Perhaps the narrator of this ad was using "tomorrow" as a rhetorical device, to convey the idea of "some time in the future." We’ll grant that poetic possibility. But political ads are so rarely mistaken for poetry.

United for Jobs

The liberal group Americans United for Change put out a spot at the end of last week, saying that "Congress can make history by voting to make health care a right." But would the bill "help create jobs," as the narrator says?

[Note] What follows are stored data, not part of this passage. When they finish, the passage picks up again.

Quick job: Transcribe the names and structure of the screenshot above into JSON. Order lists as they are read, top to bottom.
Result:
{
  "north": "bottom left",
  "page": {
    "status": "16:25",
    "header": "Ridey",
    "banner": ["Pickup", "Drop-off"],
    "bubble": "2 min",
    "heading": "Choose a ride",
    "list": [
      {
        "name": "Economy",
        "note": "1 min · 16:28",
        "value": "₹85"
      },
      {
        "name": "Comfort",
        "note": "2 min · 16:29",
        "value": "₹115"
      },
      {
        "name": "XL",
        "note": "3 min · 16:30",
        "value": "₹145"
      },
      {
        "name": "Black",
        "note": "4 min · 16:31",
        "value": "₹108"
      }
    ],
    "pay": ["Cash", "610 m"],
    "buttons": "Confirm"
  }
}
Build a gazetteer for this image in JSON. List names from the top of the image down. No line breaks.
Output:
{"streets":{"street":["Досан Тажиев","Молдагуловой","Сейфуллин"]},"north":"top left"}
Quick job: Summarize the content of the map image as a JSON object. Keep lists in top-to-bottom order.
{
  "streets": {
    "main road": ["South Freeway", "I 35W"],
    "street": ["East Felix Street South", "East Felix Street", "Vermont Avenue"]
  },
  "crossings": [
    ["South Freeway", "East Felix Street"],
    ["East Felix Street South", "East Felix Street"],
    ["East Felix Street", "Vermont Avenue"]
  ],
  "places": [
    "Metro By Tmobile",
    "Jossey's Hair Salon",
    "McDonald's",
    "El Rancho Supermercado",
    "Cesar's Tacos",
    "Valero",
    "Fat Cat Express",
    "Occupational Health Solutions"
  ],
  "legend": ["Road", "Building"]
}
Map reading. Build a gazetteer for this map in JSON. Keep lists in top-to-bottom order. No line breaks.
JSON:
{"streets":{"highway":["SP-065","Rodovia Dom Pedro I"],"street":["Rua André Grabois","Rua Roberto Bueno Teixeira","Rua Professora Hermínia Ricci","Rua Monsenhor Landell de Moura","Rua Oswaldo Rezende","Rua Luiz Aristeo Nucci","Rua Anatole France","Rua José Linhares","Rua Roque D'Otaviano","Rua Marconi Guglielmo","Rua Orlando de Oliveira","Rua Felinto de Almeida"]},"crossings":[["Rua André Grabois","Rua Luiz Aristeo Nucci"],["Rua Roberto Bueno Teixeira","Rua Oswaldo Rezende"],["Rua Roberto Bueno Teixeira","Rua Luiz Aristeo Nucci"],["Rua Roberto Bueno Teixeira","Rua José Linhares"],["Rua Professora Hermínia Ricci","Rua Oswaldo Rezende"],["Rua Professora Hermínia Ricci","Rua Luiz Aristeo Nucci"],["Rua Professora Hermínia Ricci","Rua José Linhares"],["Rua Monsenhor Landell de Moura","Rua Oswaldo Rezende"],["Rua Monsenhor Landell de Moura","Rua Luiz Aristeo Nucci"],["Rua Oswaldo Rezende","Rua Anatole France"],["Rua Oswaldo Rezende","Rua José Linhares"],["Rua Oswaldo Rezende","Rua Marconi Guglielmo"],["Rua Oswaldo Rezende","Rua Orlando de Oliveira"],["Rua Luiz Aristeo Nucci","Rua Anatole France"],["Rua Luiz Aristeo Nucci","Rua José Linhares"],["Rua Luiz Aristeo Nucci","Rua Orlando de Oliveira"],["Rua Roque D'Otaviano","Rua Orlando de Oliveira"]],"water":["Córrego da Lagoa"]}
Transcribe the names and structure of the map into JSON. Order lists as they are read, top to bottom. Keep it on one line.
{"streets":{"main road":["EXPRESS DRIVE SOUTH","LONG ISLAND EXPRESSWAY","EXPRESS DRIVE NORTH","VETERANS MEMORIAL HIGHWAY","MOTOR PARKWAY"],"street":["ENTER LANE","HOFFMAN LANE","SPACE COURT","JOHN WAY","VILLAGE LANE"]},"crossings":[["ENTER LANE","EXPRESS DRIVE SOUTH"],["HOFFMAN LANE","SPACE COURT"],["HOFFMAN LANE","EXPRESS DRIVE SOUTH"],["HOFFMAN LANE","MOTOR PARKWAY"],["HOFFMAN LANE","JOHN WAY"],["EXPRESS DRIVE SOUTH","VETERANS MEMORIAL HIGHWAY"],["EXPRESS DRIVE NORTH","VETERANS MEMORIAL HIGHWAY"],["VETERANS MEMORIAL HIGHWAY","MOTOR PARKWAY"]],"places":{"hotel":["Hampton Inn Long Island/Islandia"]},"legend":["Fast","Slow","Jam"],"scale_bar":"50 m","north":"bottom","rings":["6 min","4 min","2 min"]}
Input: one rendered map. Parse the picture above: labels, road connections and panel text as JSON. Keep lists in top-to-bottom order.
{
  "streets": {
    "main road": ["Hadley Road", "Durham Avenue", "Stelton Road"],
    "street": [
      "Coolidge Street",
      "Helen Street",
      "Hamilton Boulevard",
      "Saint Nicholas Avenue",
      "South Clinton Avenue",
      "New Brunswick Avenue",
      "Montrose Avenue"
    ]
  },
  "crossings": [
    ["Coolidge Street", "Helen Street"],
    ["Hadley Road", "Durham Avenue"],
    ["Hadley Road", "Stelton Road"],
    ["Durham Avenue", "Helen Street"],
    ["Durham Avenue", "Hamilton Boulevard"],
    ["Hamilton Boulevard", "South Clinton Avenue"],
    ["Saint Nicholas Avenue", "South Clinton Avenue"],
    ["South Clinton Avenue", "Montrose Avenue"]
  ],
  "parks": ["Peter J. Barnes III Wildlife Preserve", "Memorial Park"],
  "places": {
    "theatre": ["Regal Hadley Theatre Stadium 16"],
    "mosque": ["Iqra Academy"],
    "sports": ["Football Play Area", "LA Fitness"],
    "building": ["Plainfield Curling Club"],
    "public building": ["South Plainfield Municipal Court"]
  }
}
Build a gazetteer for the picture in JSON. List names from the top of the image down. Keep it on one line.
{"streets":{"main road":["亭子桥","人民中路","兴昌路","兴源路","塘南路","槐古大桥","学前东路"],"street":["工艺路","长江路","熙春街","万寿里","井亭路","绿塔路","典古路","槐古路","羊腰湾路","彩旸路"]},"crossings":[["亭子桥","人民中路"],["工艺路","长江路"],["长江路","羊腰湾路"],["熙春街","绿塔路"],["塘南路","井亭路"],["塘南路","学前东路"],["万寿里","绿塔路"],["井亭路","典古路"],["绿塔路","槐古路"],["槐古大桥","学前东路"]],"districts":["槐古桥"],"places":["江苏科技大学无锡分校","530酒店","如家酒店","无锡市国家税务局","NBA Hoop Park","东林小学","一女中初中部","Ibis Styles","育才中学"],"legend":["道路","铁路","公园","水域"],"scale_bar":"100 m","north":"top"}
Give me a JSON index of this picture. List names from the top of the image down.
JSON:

The bill likely would create jobs, but it would likely lead to job losses as well. We have reported before on this issue, and more than once. Some liberal sources do make the argument that the health care overhaul would create jobs. And the Urban Institute’s Linda Blumberg believes that the increased demand for health care caused by more people with coverage would bring an expansion of jobs in that sector large enough to offset any losses caused by the bill’s employer requirements. On the other side, conservative groups have projected significant job losses.

More neutral sources have predicted that job losses would outweigh gains – but the decrease in jobs would be "small," according to the Congressional Budget Office, which said last summer  in a report to Congress that "[r]equiring employers to offer health insurance—or pay a fee if they do not—is likely to reduce employment." The Senate bill doesn’t have a blanket mandate on employers, but it does require some to offer coverage or pay a $750 fee per full-time employee.

An analysis by the Lewin Group of an early version of the House health care bill showed that as many as 600,000 low-income jobs could evaporate. But the Senate bill has much milder employer penalties and would result in far fewer job losses, says John Sheils, senior vice president at the company.

Update, March 18: Sheils was able to give us figures specific to the Senate bill. He estimates job lossses of between 150,000 and 300,000 under that legislation. However, neither this number nor the one for the House bill factors in any jobs that would likely be added in the health care sector.

Fat Cat Insurers?

Finally, we have this ad from Americans United for Change (again) and the American Federation of State, County and Municipal Employees, a labor union. The ad paints insurance companies as the scoundrels and villains that, well, practically everyone else is also painting them to be. They "deny our claims, drop us when we’re sick," the narrator intones. Um, yes.

But have they been "taking in record profits" as well, as we’re told here? Attentive FactCheck.org fans may recall that we addressed that claim not long ago. According to a report from the liberal Health Care for America Now, the 2009 combined profits for five major health insurance companies totaled $12 billion. But not all of those five had record profits, and even though the combined number may have set a record dollar-wise, an industry-sponsored Web site showed that the five largest companies had an average profit margin for the year of 5.2 percent – less than in 2005, 2006 or 2007.